You're right in thinking Globals won't sharpen as well or as quickly as your Fujiwaras.  However, in the greater scheme of things they actually sharpen fairly easily and fairly well.  Considering the amount of chromium in their "CroMoVa18 alloy, that's fair to partly amazing.   

In terms of edge taking characteristics, Globals are a lot like high-end German knives.  In fact, you can even sharpen them effectively on western style "oilstones" (don't use oil!),  including tri-hones and Arkansas stones.  But, a decent set of waterstones will make things go much quicker.  

Bottom line:  If you have a decent kit and are reasonably proficient with it, Globals are not a problem.

BDL


----------



## dd61999 (Feb 17, 2010)

boar_d_laze said:


> How were you planning on sharpening?
> 
> BDL


I use a spyderco sharpmaker for all my knives


----------



## boar_d_laze (Feb 13, 2008)

The Sharpmaker is one of the two or three best "V" stick sharpners available.  But, as with the others, speed and ultimate sharpness are limited.  You mght say that it takes a lot of strokes to get to that limit.  I'd expect a Global to require about 30% to 50% more strokes to attain max sharpness which would be not quite the same level of almost-sharpness you get with your Fujiwaras.    

BDL


----------



## banpreso (Jan 25, 2010)

i think global sells their own wetstones and guide for sharpening to ensure proper angle, so it seems pretty easy...

sharpening is $3 per knife at my local resturant supply store


----------



## phatch (Mar 29, 2002)

Ease of sharpening has more to do with your ability first. equipment secondarily and knife tertiarilly. That said, as one and two are constants in this mix for you, you'll find the globals take more strokes initially to get the edge you want. Working the knife lightly and regularly (every week or two depending on usage) on the flats of the white stone will keep the edge in good shape without too much effort. You'll occasionally need to do more than that. 

One nice thing about the sharpmaker is you can clean out the swarf by sticking the stones in the dishwasher.


----------



## dd61999 (Feb 17, 2010)

boar_d_laze said:


> The Sharpmaker is one of the two or three best "V" stick sharpners available. But, as with the others, speed and ultimate sharpness are limited. You mght say that it takes a lot of strokes to get to that limit. I'd expect a Global to require about 30% to 50% more strokes to attain max sharpness which would be not quite the same level of almost-sharpness you get with your Fujiwaras.
> 
> BDL


Are you saying there is a sharpener that can sharpen my knives faster and sharper than the sharpmaker? Please let me know, I am very interested in knowing


----------



## boar_d_laze (Feb 13, 2008)

Good bench stones would take you much sharper, if you learn the skills to use them.

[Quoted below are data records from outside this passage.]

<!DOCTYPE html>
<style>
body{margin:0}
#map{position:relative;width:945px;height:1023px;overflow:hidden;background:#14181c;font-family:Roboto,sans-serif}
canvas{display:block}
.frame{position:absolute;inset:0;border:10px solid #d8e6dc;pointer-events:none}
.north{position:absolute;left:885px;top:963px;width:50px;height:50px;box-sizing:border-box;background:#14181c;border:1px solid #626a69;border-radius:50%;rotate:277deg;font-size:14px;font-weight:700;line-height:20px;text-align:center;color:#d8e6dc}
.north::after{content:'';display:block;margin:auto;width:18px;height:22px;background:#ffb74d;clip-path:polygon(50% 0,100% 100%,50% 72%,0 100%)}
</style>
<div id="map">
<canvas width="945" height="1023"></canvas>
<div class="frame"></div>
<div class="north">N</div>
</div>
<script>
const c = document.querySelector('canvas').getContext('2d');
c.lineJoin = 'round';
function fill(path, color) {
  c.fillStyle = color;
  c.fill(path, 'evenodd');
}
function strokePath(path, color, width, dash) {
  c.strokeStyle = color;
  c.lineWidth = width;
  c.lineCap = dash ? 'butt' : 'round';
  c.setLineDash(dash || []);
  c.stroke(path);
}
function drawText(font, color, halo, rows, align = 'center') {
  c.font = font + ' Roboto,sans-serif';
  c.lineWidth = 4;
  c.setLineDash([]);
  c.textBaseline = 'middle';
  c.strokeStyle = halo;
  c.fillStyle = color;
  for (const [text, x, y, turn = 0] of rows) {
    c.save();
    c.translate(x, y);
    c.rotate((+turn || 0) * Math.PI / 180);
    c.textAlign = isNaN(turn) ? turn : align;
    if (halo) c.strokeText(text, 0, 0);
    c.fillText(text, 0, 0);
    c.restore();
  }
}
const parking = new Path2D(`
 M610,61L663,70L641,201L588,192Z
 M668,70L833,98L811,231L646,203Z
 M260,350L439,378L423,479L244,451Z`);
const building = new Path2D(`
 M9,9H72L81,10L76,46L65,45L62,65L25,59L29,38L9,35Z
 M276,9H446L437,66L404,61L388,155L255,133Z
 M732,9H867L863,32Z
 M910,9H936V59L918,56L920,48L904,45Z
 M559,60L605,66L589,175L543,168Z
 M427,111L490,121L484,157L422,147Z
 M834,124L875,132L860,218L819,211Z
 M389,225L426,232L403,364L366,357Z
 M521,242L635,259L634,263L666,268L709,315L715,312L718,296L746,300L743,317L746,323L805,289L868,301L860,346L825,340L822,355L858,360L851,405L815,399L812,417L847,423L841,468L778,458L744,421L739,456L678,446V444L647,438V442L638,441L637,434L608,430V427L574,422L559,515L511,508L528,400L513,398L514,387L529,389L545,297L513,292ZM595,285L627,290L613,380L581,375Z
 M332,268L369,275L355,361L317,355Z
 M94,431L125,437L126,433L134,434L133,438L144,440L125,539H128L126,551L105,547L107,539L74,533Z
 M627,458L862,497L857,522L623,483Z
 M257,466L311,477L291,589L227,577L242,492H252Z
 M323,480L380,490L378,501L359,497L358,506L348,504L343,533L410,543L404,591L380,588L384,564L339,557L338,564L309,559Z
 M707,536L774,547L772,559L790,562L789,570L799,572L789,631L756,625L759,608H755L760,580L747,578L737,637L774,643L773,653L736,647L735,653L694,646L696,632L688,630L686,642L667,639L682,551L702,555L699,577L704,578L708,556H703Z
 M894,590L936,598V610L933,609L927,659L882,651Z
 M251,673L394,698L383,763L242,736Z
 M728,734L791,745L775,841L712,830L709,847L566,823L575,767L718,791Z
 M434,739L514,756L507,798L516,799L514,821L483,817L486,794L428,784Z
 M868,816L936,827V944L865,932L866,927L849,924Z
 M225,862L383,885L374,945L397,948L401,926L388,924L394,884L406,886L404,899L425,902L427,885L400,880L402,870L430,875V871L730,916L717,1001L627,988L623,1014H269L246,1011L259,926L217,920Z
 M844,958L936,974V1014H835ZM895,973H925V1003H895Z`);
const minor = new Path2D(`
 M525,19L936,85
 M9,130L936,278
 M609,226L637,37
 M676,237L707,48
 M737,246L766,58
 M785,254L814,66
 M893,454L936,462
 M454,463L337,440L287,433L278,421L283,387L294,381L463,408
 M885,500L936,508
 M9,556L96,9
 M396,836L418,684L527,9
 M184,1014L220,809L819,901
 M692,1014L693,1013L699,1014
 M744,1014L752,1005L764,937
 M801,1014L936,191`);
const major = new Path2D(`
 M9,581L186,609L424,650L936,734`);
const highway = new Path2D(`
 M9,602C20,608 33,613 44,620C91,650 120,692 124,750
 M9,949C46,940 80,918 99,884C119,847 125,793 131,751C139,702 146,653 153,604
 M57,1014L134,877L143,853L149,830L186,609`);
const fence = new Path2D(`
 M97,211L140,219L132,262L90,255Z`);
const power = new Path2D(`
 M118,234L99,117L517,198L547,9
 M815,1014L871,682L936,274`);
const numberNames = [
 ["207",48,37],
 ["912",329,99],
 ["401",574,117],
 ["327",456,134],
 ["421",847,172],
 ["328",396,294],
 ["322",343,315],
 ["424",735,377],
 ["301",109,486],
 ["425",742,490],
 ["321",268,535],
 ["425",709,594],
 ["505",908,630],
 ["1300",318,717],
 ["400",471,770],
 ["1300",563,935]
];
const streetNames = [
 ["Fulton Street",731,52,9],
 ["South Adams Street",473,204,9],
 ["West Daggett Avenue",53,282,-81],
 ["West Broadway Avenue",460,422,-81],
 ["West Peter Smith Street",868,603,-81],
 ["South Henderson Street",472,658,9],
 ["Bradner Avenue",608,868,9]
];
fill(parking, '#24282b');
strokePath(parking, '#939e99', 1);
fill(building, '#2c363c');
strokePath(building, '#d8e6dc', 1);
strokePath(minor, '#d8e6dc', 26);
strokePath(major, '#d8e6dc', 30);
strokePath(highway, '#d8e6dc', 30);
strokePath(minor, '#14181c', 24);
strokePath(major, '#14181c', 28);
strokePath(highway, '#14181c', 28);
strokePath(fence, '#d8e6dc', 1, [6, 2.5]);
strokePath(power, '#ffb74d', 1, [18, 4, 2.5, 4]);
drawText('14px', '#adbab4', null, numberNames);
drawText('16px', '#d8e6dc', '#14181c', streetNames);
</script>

An Edge Pro Apex would be much better as well, with a much easier learning curve than stones.

A Chef's Choice electric machine would be somewhat better, significantly easer and faster too.

Other jig and tool, "rod-guide" sets like the Lasky, with the right set of hones, are better than a Sharpmaker -- although they cannot match an Edge Pro system.

There are limits to how sharp a Sharpmaker can take a knife, and they're pretty severe. In addition, because of the size of the rods it's rather awkward for longer knives. As good a "V" stick as the Sharpmaker is, the large Idahone works better for kitchen knives.

_A little more about Chef's Choice_: Not all electric sharpeners are created equal. Chef's Choice machines actually work and will not do damage to your knives. They make machines with a 15* bevel which is appropriate for almost all asian manufactured knives -- including Fujiwara and Global. 
_
A little more about the Edge Pro Apex:_ Given that you're the sort of person who doesn't mind the time and inconvenience of a Sharpmaker, you'd probably be most comfortable with an Edge Pro -- not to mention the oustanding results you'd get. Twice as good for just as much trouble and three times the price. How can you beat that?

If a Sharpmaker is the standard against which you measure sharpness, you'll find actual sharpness an entirely different universe.

BDL


----------



## coulis-o (Jan 23, 2010)

Global knives are not difficult to sharpen providing you have a good 'sharpener', definitely sharpen them at a lower angle than 45degrees, if it's your first time at owning and sharpening Global knives it might be a good idea to invest in some 'Guides' to begin with.


----------